DJ Flula Borg landed a supporting role in “Pitch Perfect 2” thanks to his half-million YouTube subscribers; Colleen Ballinger, a.k.a. Miranda Sings, saw her book debut at No. 3 on Amazon’s Top Sellers list; and Zoella, the YouTube sensation also known as Zoe Sugg, sold 78,109 copies of her debut novel “Girl Online” in its first week of release, surpassing the first-week sales of J.K. Rowling‘s “Harry Potter and the Philosopher’s Stone,” published in 1997.
“Sugg is an excellent example of how deep the relationship is between this new breed of celebrity and their fans,” Cohen said. “Because of this deep relationship that these celebrities cultivate with their audiences, their viewers are more likely to buy their books or their makeup line, go to their concert or support them in any other way.”
Tyler Oakley is another big YouTube success story. Seven years ago he uploaded his first video. Today, he has more than 7 million subscribers. He’s ranked by SocialBlade as the 102nd most popular figure on YouTube with more than 391 million video views. That, along with 4 million followers each on Twitter and Instagram, 2.3 million on Facebook and 1.1 million on Vine, has made him one of the most prolific social media stars on the planet.
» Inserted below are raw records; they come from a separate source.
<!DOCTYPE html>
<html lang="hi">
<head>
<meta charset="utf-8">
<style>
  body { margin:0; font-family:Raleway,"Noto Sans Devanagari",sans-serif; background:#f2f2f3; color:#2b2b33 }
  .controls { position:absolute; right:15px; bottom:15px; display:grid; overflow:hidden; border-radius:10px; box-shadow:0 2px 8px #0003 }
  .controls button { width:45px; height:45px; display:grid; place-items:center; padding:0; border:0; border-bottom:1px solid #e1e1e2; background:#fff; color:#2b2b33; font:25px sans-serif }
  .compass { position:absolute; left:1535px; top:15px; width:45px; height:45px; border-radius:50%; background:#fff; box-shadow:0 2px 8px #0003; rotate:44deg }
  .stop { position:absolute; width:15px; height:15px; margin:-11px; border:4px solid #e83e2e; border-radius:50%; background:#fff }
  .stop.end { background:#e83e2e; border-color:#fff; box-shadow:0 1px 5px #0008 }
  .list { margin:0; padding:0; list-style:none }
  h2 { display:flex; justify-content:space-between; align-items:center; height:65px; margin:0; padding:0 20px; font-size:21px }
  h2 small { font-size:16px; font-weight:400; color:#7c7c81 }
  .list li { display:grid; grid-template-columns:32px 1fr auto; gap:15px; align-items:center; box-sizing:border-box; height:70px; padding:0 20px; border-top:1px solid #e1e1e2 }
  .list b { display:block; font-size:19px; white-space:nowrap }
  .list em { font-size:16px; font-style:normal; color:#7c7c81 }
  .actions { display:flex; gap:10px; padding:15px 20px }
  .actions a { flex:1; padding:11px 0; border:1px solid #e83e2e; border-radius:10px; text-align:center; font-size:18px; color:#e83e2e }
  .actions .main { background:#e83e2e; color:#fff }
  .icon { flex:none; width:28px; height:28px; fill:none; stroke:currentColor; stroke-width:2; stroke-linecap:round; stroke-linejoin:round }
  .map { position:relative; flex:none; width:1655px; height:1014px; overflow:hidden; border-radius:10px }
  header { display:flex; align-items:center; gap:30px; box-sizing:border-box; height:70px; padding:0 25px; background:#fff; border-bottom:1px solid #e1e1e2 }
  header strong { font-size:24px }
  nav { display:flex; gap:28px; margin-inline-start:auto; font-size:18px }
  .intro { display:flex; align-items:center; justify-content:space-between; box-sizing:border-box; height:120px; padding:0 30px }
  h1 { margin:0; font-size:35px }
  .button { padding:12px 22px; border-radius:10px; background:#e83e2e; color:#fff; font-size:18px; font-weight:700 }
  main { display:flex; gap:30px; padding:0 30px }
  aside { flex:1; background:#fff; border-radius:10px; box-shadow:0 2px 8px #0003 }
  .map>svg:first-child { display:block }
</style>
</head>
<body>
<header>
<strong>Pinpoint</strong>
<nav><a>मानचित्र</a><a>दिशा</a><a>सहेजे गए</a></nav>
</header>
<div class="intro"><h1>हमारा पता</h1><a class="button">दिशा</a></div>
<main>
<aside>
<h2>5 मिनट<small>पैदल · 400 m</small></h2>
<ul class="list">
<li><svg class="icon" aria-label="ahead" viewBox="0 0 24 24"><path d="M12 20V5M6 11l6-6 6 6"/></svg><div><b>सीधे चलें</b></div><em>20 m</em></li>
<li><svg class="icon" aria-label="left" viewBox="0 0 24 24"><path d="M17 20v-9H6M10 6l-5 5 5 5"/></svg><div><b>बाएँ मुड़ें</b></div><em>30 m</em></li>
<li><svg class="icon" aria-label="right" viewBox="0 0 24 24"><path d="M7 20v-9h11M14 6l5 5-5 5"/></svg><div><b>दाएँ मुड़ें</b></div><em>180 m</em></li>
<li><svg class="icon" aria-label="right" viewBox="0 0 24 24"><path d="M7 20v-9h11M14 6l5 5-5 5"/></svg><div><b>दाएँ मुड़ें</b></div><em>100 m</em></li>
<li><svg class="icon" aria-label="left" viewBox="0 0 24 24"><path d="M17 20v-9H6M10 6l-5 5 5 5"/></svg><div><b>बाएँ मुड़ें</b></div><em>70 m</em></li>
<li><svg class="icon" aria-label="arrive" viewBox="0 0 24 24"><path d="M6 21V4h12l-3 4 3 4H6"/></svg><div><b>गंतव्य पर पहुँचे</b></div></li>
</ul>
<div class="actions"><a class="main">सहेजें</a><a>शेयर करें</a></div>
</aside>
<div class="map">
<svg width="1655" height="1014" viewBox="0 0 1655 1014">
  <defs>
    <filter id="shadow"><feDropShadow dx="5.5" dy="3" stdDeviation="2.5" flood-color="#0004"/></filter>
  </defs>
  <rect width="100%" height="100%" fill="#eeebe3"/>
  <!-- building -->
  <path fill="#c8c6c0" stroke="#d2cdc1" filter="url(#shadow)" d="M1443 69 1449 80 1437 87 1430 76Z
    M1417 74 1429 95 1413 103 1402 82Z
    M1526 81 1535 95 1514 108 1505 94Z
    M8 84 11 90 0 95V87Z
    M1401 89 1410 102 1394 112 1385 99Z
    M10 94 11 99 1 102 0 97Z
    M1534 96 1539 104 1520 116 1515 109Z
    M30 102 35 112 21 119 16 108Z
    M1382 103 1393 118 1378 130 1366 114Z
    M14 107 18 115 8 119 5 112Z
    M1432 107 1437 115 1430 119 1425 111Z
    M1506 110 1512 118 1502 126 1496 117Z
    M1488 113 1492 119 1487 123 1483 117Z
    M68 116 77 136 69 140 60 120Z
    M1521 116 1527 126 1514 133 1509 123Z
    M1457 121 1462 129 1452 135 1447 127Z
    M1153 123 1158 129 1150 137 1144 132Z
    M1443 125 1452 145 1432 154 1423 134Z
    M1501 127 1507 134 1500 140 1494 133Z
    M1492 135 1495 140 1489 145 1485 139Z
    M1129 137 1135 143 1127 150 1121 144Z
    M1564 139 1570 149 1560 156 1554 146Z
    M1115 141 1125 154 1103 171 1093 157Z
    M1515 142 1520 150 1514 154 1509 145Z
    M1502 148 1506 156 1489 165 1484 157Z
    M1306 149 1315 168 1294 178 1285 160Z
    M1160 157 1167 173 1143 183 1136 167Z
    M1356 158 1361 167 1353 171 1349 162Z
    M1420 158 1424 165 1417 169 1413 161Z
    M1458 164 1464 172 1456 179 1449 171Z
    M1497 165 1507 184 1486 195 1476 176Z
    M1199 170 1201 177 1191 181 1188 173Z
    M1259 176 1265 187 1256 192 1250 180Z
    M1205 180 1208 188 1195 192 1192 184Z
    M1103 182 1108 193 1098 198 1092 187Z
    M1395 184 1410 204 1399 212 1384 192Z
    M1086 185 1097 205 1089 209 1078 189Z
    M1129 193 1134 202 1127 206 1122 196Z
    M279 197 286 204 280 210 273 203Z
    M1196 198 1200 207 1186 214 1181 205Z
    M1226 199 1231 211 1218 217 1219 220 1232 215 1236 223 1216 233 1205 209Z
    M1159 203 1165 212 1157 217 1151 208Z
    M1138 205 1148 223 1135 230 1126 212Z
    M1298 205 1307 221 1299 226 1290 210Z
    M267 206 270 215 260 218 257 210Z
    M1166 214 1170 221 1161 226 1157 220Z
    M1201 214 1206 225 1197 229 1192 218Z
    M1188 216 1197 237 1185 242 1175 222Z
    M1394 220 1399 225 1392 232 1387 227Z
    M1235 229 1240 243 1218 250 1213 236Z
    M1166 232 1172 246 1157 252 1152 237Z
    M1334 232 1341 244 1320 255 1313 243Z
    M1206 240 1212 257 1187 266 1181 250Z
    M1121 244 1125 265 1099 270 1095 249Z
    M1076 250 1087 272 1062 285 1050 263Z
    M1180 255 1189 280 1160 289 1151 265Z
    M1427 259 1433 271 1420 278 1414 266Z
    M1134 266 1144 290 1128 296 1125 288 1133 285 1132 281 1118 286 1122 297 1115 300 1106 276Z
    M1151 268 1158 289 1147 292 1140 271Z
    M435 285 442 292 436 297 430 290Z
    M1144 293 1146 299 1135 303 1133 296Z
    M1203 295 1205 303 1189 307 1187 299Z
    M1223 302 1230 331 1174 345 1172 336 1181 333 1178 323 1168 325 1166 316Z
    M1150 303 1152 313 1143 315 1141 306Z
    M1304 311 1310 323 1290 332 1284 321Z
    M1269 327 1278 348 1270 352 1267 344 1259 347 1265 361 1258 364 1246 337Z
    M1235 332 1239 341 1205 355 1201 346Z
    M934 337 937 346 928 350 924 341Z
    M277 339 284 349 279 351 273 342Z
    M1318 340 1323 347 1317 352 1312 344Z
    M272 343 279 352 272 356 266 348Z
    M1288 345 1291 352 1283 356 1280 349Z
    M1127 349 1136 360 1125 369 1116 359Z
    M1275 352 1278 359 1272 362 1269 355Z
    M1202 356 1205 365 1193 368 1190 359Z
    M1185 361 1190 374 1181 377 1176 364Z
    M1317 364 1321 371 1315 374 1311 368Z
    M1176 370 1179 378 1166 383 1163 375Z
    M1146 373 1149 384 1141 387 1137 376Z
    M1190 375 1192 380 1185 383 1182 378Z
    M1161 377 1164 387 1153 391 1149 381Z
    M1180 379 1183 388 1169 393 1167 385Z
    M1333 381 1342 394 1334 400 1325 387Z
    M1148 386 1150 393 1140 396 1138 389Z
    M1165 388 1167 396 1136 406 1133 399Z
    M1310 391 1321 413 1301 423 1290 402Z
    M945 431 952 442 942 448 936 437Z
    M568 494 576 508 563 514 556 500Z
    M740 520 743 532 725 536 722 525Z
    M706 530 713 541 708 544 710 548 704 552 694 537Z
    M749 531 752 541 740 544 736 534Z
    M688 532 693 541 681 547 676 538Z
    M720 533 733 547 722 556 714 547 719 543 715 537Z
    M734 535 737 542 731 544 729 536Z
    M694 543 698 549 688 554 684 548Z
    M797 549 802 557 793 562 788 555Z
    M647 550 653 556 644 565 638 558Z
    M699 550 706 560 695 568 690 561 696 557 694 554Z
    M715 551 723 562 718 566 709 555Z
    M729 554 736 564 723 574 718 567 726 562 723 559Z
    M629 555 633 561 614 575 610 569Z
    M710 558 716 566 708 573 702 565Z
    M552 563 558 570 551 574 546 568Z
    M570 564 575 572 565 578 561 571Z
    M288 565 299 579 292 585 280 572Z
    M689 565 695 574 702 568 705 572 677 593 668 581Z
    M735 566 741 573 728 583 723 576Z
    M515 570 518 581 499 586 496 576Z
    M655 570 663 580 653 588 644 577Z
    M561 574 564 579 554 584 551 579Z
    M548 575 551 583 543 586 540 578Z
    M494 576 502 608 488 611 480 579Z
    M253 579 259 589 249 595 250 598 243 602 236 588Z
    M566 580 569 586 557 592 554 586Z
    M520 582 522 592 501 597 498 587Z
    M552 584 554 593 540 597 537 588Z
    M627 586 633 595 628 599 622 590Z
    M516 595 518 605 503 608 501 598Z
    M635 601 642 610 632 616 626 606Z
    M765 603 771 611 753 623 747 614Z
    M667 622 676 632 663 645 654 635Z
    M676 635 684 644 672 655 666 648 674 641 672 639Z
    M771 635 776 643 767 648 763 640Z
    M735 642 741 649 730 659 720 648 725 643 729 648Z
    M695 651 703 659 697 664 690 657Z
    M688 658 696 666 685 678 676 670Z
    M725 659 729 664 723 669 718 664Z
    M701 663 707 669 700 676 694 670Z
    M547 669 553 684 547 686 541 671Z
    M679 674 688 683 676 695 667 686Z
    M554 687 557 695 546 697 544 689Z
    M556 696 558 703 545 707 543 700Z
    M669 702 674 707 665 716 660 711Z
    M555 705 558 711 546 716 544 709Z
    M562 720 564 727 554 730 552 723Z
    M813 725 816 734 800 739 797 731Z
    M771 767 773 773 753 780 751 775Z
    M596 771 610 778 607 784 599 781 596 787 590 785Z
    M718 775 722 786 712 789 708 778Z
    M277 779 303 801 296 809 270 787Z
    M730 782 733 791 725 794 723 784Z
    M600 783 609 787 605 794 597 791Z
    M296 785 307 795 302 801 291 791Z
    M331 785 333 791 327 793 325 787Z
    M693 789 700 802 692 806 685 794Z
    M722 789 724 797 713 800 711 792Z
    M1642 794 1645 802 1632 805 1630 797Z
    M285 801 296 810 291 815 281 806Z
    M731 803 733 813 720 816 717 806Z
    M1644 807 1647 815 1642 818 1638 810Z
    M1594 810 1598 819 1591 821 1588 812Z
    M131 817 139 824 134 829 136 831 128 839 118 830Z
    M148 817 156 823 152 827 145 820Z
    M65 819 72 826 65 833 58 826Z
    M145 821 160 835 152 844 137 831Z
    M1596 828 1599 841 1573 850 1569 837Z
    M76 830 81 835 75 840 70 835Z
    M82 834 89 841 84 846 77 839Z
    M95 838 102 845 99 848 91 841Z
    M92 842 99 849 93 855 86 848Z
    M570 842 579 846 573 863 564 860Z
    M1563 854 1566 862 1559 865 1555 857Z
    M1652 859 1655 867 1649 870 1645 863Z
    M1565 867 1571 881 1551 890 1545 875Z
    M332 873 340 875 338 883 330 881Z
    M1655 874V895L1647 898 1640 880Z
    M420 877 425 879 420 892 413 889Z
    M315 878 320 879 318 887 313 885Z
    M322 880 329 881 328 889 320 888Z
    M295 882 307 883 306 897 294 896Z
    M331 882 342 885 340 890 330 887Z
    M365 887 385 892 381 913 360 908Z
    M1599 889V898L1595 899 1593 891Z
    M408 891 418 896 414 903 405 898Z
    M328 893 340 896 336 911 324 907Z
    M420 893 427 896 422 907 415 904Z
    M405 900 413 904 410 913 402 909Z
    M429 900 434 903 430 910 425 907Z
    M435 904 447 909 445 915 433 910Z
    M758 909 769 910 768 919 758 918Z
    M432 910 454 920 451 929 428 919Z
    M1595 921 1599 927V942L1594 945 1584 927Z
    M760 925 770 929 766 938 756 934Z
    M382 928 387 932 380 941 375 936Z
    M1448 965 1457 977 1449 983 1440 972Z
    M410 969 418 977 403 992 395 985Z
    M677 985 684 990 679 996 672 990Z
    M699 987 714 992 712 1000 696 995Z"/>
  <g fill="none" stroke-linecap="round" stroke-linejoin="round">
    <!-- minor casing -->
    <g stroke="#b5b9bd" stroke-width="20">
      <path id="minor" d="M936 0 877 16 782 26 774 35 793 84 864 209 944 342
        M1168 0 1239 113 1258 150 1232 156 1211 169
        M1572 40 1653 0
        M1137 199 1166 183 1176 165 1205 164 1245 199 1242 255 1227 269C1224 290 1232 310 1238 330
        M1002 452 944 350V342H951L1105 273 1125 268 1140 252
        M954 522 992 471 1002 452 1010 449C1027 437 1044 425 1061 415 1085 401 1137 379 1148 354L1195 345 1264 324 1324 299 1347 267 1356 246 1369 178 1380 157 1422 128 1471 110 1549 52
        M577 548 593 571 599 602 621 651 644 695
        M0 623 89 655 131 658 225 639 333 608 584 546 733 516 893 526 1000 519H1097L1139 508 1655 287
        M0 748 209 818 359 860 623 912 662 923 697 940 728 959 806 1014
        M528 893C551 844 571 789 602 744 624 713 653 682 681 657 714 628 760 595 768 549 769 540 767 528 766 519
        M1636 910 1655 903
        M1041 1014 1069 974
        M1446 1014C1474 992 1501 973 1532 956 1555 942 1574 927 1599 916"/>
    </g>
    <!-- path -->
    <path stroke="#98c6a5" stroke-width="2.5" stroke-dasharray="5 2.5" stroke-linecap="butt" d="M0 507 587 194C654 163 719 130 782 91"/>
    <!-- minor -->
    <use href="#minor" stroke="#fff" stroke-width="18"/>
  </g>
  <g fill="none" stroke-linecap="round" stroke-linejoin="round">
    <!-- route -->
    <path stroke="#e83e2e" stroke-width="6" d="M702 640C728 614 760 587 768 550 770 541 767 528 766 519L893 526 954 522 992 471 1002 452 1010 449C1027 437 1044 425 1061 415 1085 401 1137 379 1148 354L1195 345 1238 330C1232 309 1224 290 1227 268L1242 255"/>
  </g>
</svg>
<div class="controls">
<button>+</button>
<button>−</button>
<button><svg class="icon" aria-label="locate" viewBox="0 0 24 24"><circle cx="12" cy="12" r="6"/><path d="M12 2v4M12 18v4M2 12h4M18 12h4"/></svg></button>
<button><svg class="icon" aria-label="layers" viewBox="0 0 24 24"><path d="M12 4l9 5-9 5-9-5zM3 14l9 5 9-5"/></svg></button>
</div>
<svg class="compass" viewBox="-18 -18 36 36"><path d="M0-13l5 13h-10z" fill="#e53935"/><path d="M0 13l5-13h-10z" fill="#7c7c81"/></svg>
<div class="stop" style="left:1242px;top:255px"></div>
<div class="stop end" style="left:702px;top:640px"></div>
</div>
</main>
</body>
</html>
Oakley, an impish 25-year-old with brightly-dyed hair, has become known for his passion for gay rights, suicide prevention, fast food and One Direction. In recent years, he’s been seen on “Insider Tonight” and has interviewed live from the 2014 Kids Choice Awards red carpet, as well as this year’s Grammy Awards. Last year, Oakley premiered a live-show tour, “Tyler Oakley’s Slumber Party,” featuring him in pajamas doing skits and interactive segments with the audience.
“They bring this sort of big sister-big brother element that traditional celebrity doesn’t have,” Oakley’s manager, Lisa Fillipelli told TheWrap. “People always ask, ‘Well, what is it that your client does?’ And I’m like, ‘What do they do? They’re professional best friends.”
Matt Donnelly contributed to this article.